This is the first step of my journey around LLVM compiler infrastructure.
In order to get familiar with LLVM IR instructions, I firstly employ clang
to see how it compiles a simple C program to LLVM IR.
For example,
int main() {
char c;
int i;
long l;
c = 'a';
i = 72;
l = 123456789012345;
}
this simple C program is compiled to the following LLVM IR instructions.
define i32 @main() {
%1 = alloca i8, align 1
%2 = alloca i32, align 4
%3 = alloca i64, align 8
store i8 97, i8* %1, align 1
store i32 72, i32* %2, align 4
store i64 123456789012345, i64* %3, align 8
ret i32 0
}
Try clang -S -emit-llvm -O0 test.c
to see this, ignore attributes or some comments.
Now you learn define
, alloca
, store
and ret
instructions in one minute.
It's very easy isn't it?
The clang
compiler shows us what LLVM IR instruction corresponds to C codes.
This is the very first step for learning LLVM compiler infrastructure in my opinion.
The next step is generating LLVM IR instructions from programs. Are you going to try C++ API? Are you trying to start the Kaleidoscope tutorial? Please wait they are still difficult and complicated for beginners. Yeah, if you can learn forward, go ahead. But too difficult for me.
Brainf**k is like Hello world for learners of compiler and interpreter. I like this language. It has simple syntax that we can write its interpreter in an hour, but famous enough that complicated codes are found online (like mandelbrot.b written by Erik Bosman). We can pick up such Brainf**k codes to check whether our interpreter works correctly or not.
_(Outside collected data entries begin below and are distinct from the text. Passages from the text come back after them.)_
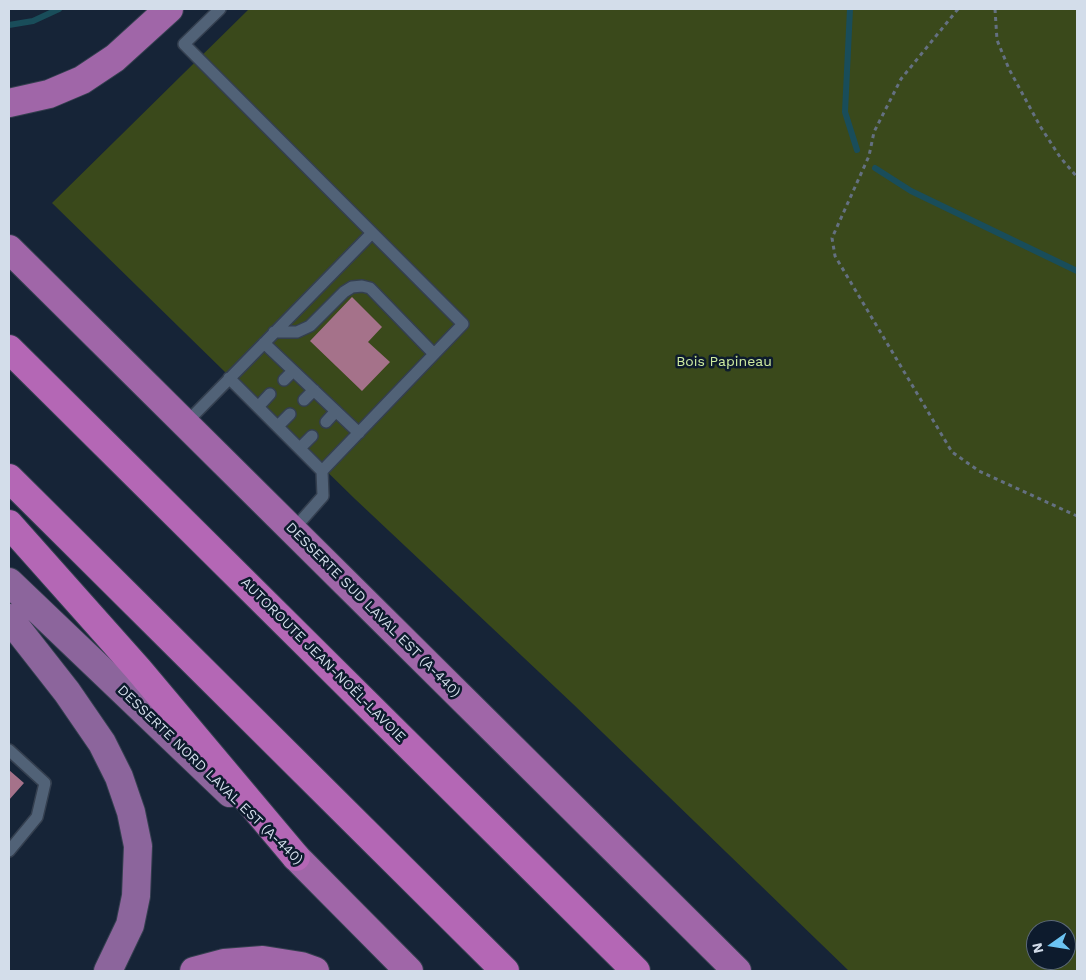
<!DOCTYPE html>
<html>
<head>
<meta charset="utf-8">
<style>
  body { margin:0 }
  #map { position:relative; width:1086px; height:980px; overflow:hidden; background:#162437; font-family:"Work Sans",sans-serif }
  canvas { display:block }
  .frame { position:absolute; inset:0; border:10px solid #d3ddea; pointer-events:none }
  .north { position:absolute; left:1026px; top:920px; width:50px; height:50px; box-sizing:border-box; background:#0d1b2d; border:1px solid #5c6979; border-radius:50%; rotate:257deg; font-size:14px; font-weight:700; line-height:20px; text-align:center; color:#d3ddea }
  .north::after { content:''; display:block; margin:auto; width:18px; height:22px; background:#6bc3f2; clip-path:polygon(50% 0,100% 100%,50% 72%,0 100%) }
</style>
</head>
<body>
<div id="map">
<canvas width="1086" height="980"></canvas>
<div class="frame"></div>
<div class="north">N</div>
</div>
<script>
const ctx = document.querySelector('canvas').getContext('2d');
ctx.lineJoin = 'round';
function paint(path, color) {
  ctx.fillStyle = color;
  ctx.fill(path, 'evenodd');
}
function poly(rows) {
  const path = new Path2D();
  for (const r of rows) {
    path.moveTo(r[0], r[1]);
    for (let i = 2; i < r.length; i += 2) path.lineTo(r[i], r[i + 1]);
  }
  return path;
}
function stroke(path, color, width, dash) {
  ctx.strokeStyle = color;
  ctx.lineWidth = width;
  ctx.lineCap = dash ? 'butt' : 'round';
  ctx.setLineDash(dash || []);
  ctx.stroke(path);
}
function label(font, color, halo, rows, align = 'center') {
  ctx.font = font + ' "Work Sans",sans-serif';
  ctx.lineWidth = 5;
  ctx.setLineDash([]);
  ctx.textBaseline = 'middle';
  ctx.strokeStyle = halo;
  ctx.fillStyle = color;
  for (const [text, x, y, turn = 0] of rows) {
    ctx.save();
    ctx.translate(x, y);
    ctx.rotate((+turn || 0) * Math.PI / 180);
    ctx.textAlign = isNaN(turn) ? turn : align;
    if (halo) ctx.strokeText(text, 0, 0);
    ctx.fillText(text, 0, 0);
    ctx.restore();
  }
}
paint(poly([
  [249,9,1077,9,1077,971,849,971,573,704,355,499,52,203],
  [1036,930,1066,930,1066,960,1036,960]
]), '#3a491b');
stroke(poly([
  [850,9,845,112,857,150],
  [9,25,33,21,59,9],
  [875,168,911,191,1077,271]
]), '#194d5a', 6);
paint(poly([
  [352,297,382,327,368,342,390,362,362,391,310,341],
  [9,770,24,783,9,800]
]), '#a5728a');
const service = poly([
  [220,9,184,44,463,324,322,471,323,496,293,530],
  [274,332,297,332,310,326,344,292,352,287,362,286,370,288,434,354],
  [264,343,359,433],
  [229,378,322,471],
  [284,380,293,371],
  [304,400,314,390],
  [258,407,270,394],
  [326,422,336,411],
  [185,424,372,233],
  [278,426,290,414],
  [300,448,312,436],
  [9,750,45,783,37,817,9,851]
]);
const primary = poly([
  [9,582,230,793],
  [9,618,67,692,102,743,119,777,131,812,138,846,136,896,130,925,108,971]
]);
const trunk = poly([
  [9,103,49,94,82,80,115,58,169,9],
  [9,249,737,971],
  [296,857,409,971],
  [194,971,224,963,263,960,301,966,315,971]
]);
const motorway = poly([
  [9,349,636,971],
  [9,478,505,971],
  [9,524,138,669,296,857]
]);
stroke(service, '#343f4f', 14);
stroke(primary, '#343f4f', 30);
stroke(trunk, '#343f4f', 30);
stroke(motorway, '#343f4f', 30);
stroke(poly([
  [958,9,901,79,874,132,869,156,832,238,835,256,952,452,979,471,1077,516],
  [995,9,997,40,1009,69,1040,126,1060,157,1077,177]
]), '#647081', 3, [4, 4]);
stroke(service, '#516277', 11);
stroke(primary, '#8c659c', 28);
stroke(trunk, '#a066a8', 28);
stroke(motorway, '#b467b5', 28);
label('14px', '#d0eda1', '#0d1b2d', [
  ["Bois Papineau",724,362]
]);
label('14px', '#d3ddea', '#0d1b2d', [
  ["DESSERTE SUD LAVAL EST (A-440)",373,610,45],
  ["AUTOROUTE JEAN-NOËL-LAVOIE",323,660,45],
  ["DESSERTE NORD LAVAL EST (A-440)",210,775,44]
]);
</script>
</body>
</html>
Writing codes for 8 instructions then a mandelbrot art is generated on terminal, it's like a miracle!
I firstly wrote bf2llvm.c.
Of course, I used clang -S -emit-llvm
to see which instructions to output for each Brainf**k instructions.
As you can see, it directly outputs LLVM IR instructions.
It has no dependency on LLVM library and easy to what instructions will be generated by the code.
But it's difficult to maintain temporary variable index, it can go into wrong codes easily and it requires the lli command to run the output.
Secondly I wrote bf2llvm.cpp.
I explored the document generated by doxygen to see which functions to generate the IR instructions I need.
It's very fun to use the LLVM C++ API!
I need not take care for the index of temporary variables, precise type annotations for many instructions.
The getOrInsertFunction
function works like a charm that I don't care for declarations outside the main function.
Object file generation is still difficult for me but I learned a lot from the chapter 8 of the Kaleidoscope tutorial.
In my experience of writing the two Brainf**k compilers, now I think I got familiar with LLVM IR instructions than before.
After all, clang -S -emit-llvm
is a great teacher for me, rather than complicated doxygen document and the Kaleidoscope tutorial.
But now I'm going to try the Kaleidoscope tutorial (again; I gave up a few months ago).
Thank you LLVM infrastructure and it's contributors, you are great! I'm still a beginner of compiler techniques but I know you gave me a way to generate executables for my own language. I'm excited to learn LLVM infrastructure, want to contribute language compilers based on LLVM and create my own language in the future!